◆ **Dataset records**:
────────────────────────────────────────

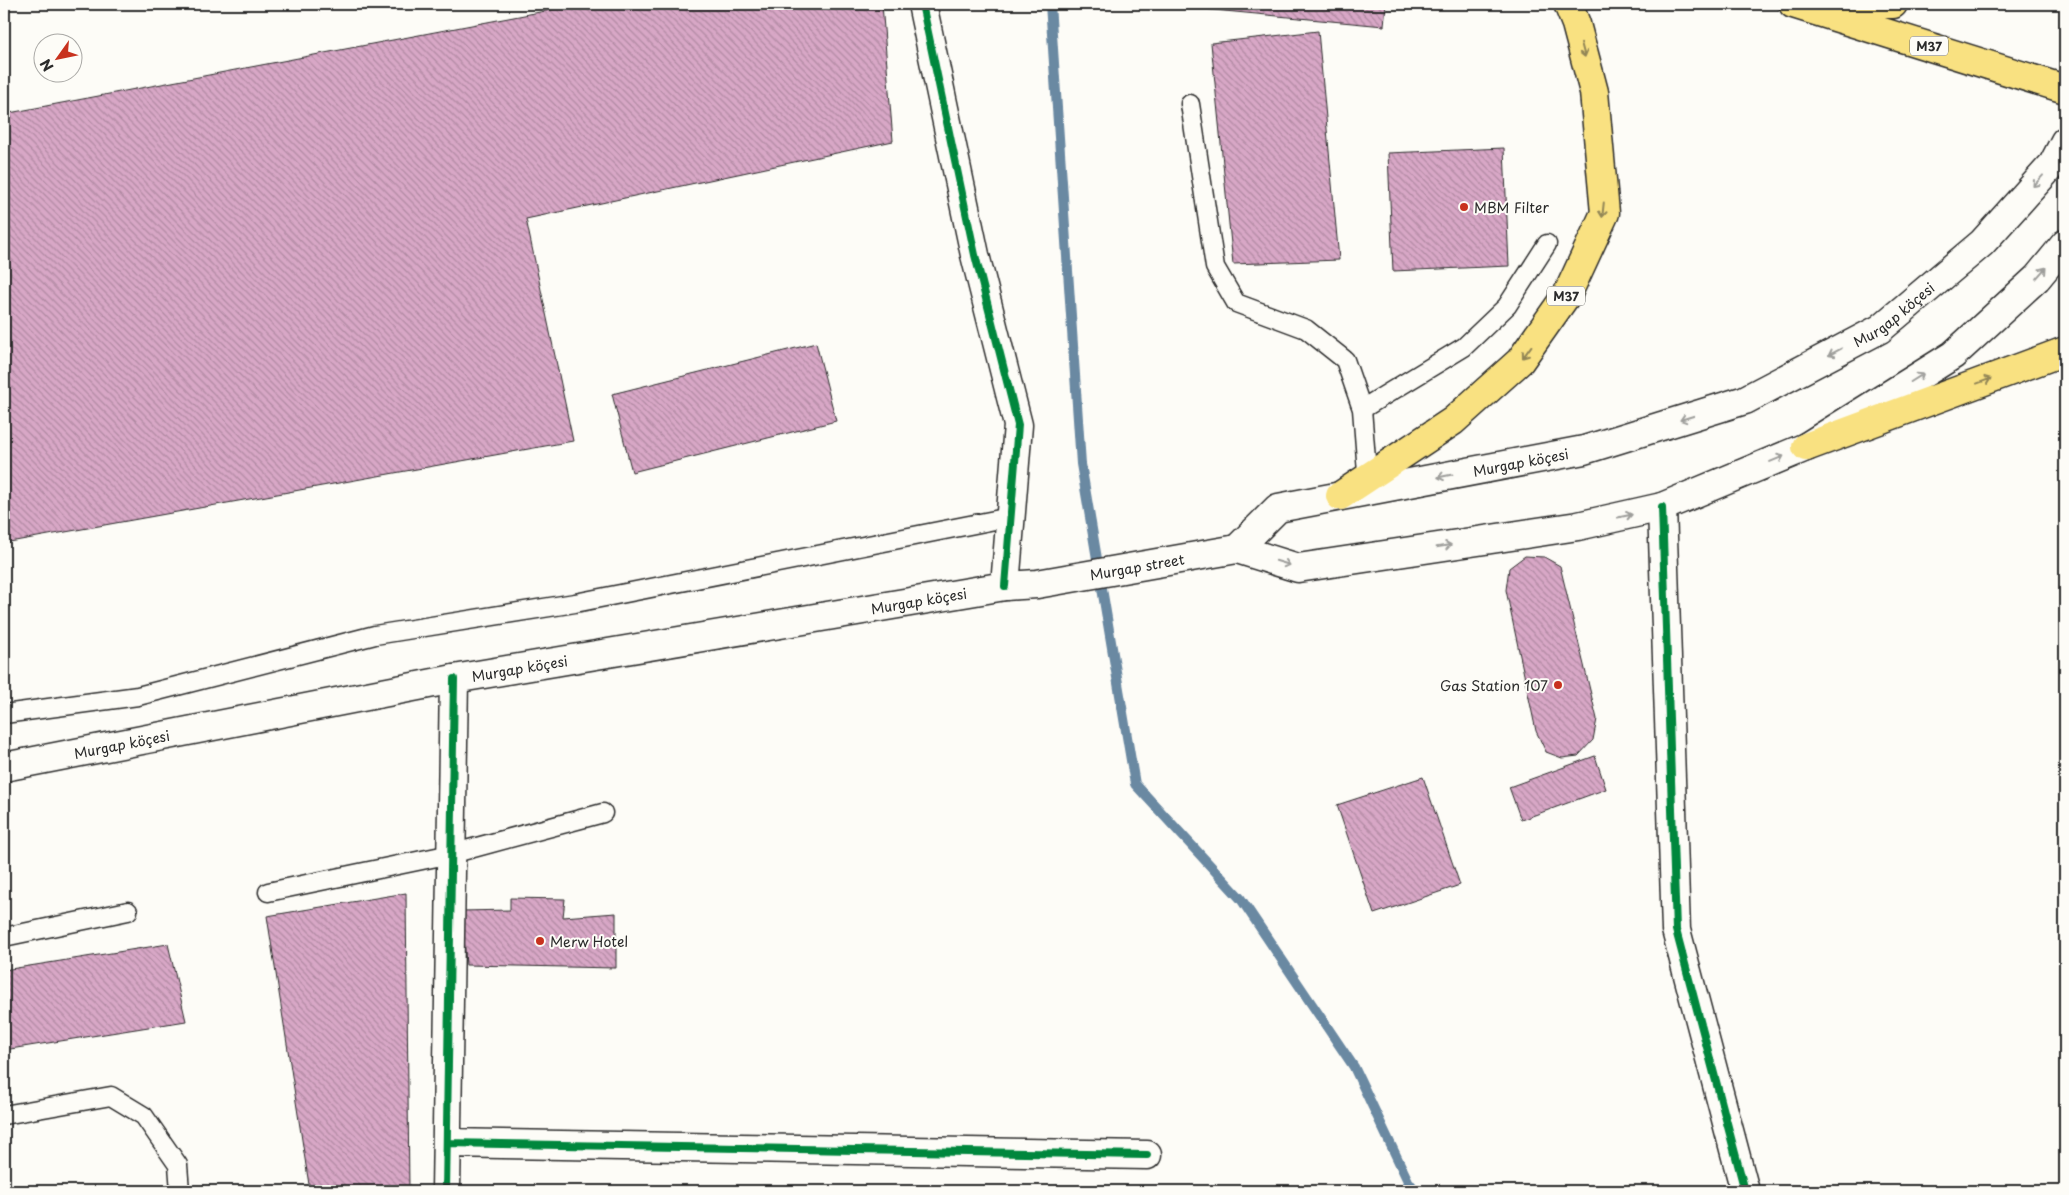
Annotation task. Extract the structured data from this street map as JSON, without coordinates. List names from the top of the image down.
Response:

────────────────────────────────────────

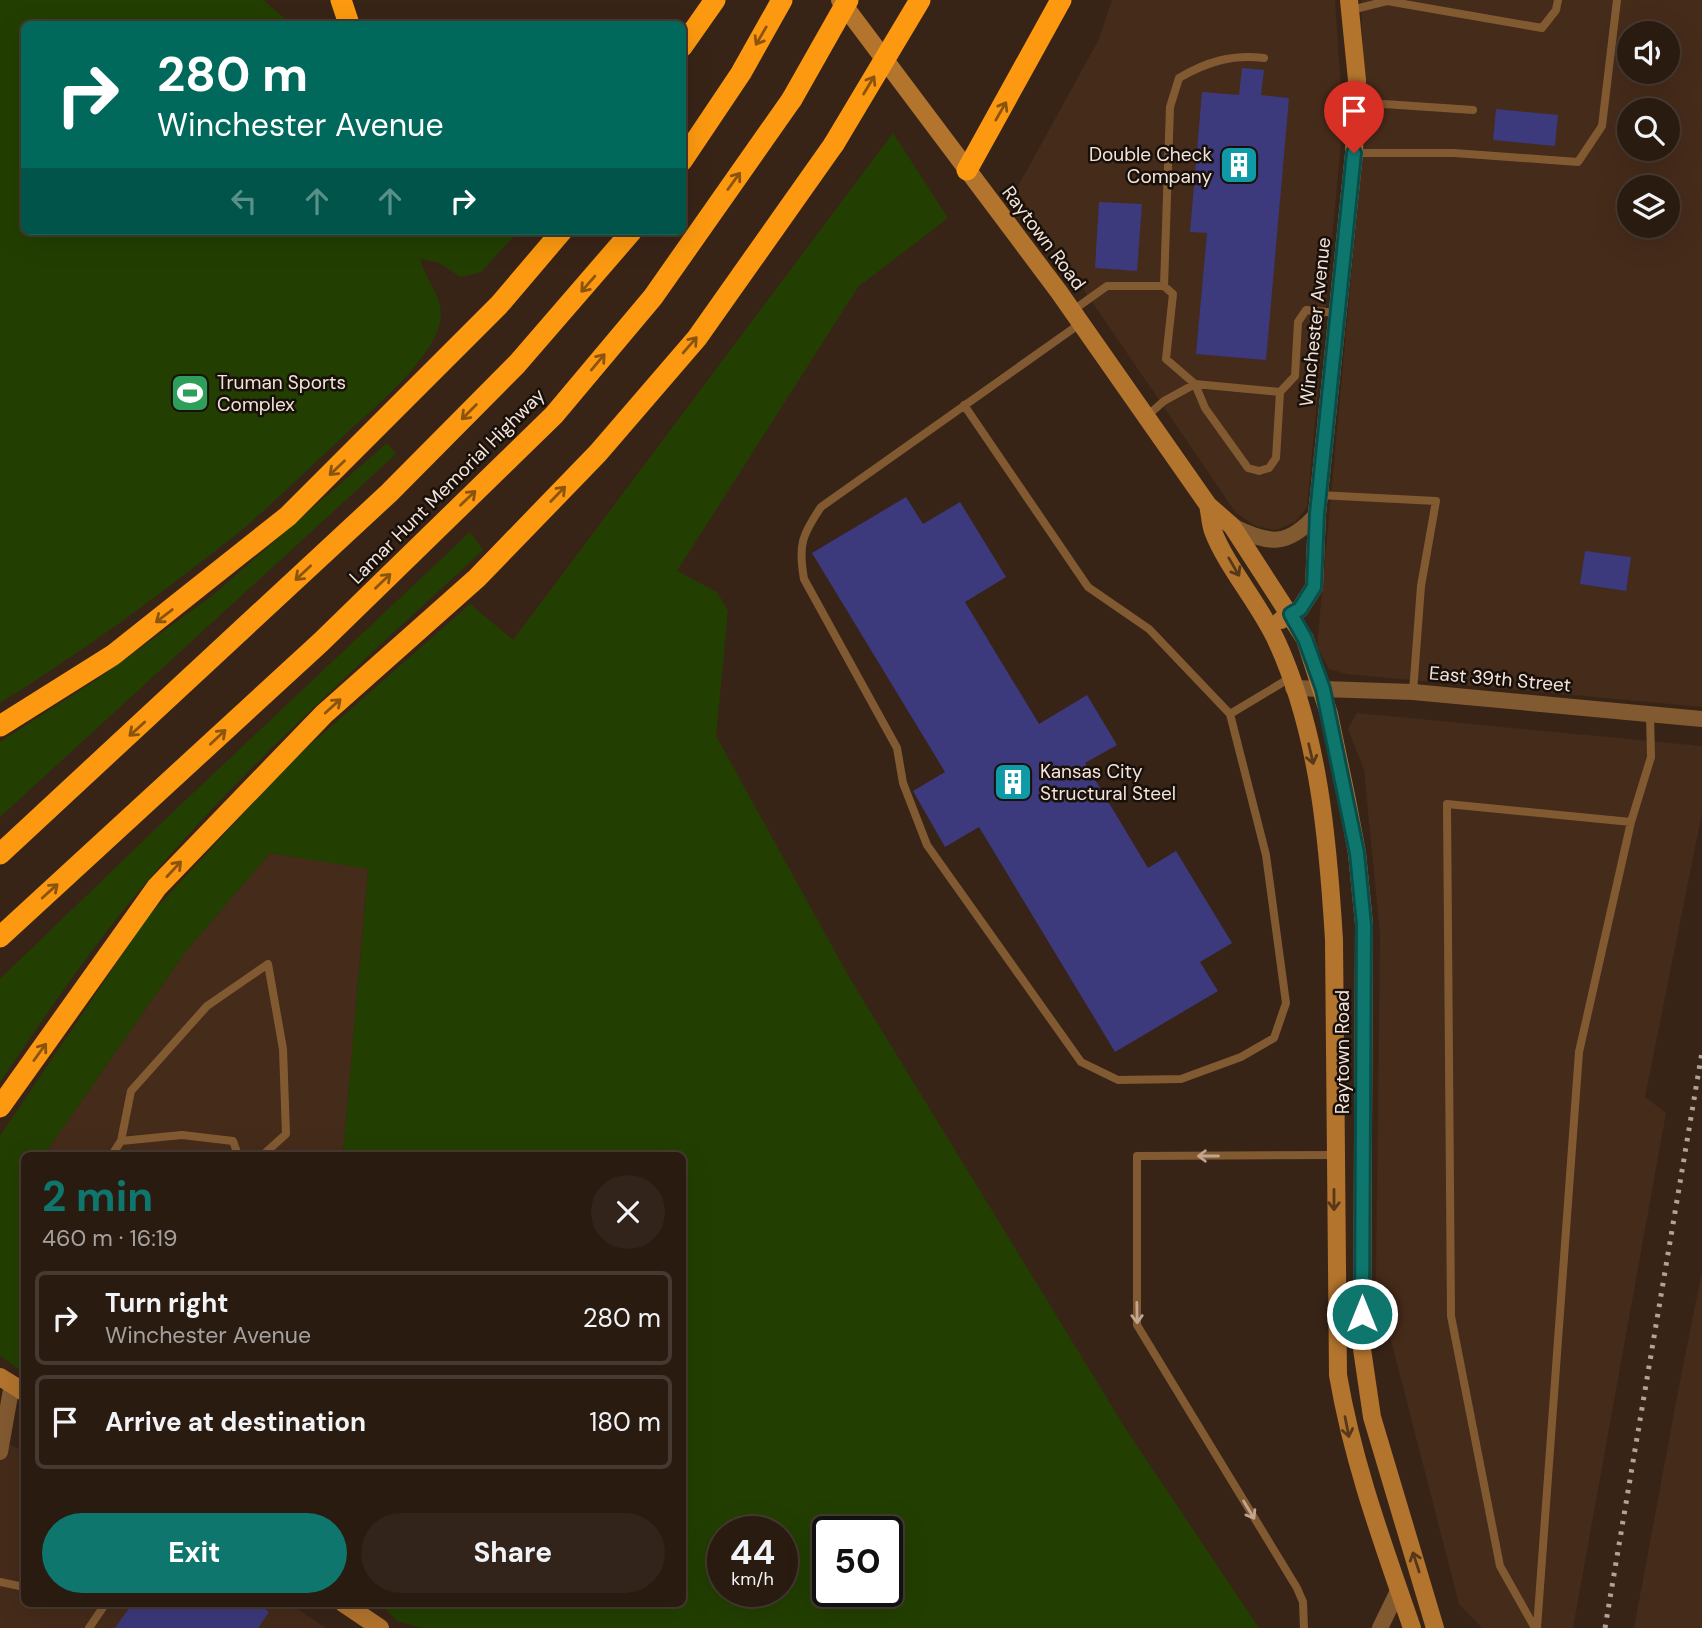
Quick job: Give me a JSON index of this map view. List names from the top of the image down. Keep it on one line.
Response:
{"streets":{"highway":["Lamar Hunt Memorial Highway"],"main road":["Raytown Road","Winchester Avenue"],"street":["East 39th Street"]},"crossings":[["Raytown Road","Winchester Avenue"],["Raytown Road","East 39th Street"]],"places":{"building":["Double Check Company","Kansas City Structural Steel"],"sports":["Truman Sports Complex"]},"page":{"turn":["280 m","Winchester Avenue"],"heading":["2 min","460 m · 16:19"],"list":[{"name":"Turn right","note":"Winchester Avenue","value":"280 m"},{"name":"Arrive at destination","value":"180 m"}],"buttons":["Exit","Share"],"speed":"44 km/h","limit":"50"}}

────────────────────────────────────────

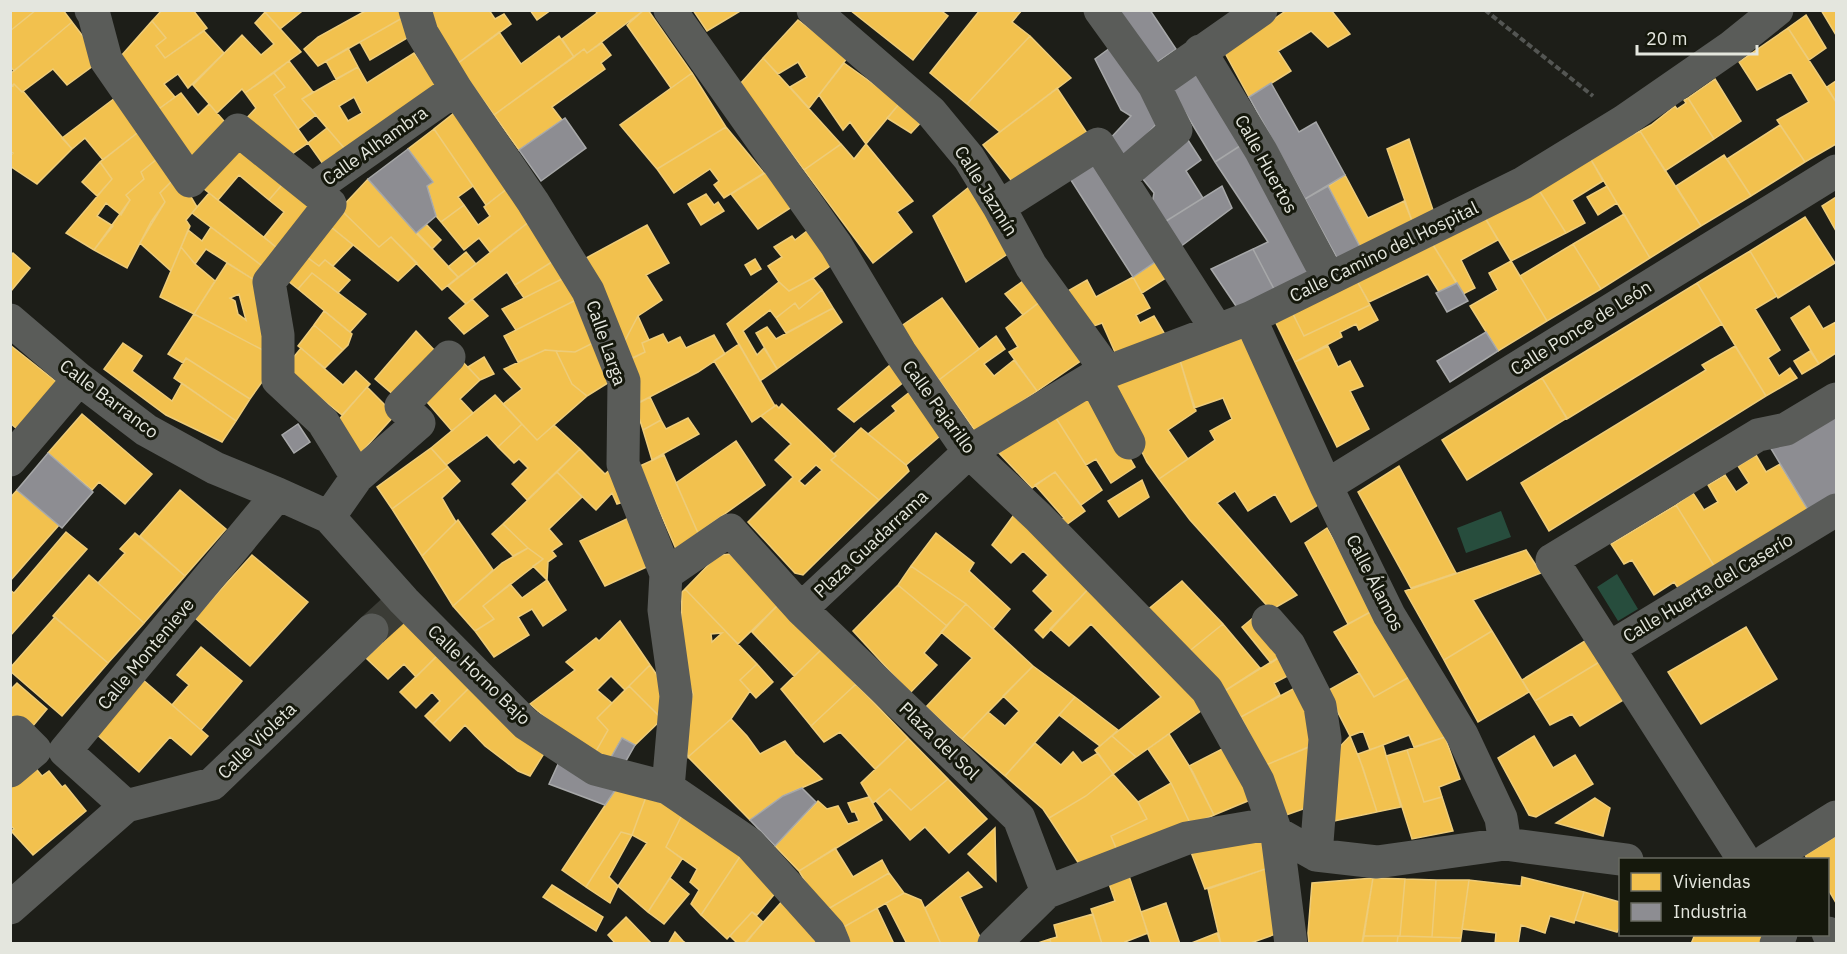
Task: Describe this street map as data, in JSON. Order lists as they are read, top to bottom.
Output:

────────────────────────────────────────

◆ **Task**: The lines above that hold "down" are the result; show every one of them.

◆ **Exercise output**:
Annotation task. Extract the structured data from this street map as JSON, without coordinates. List names from the top of the image down.
Quick job: Give me a JSON index of this map view. List names from the top of the image down. Keep it on one line.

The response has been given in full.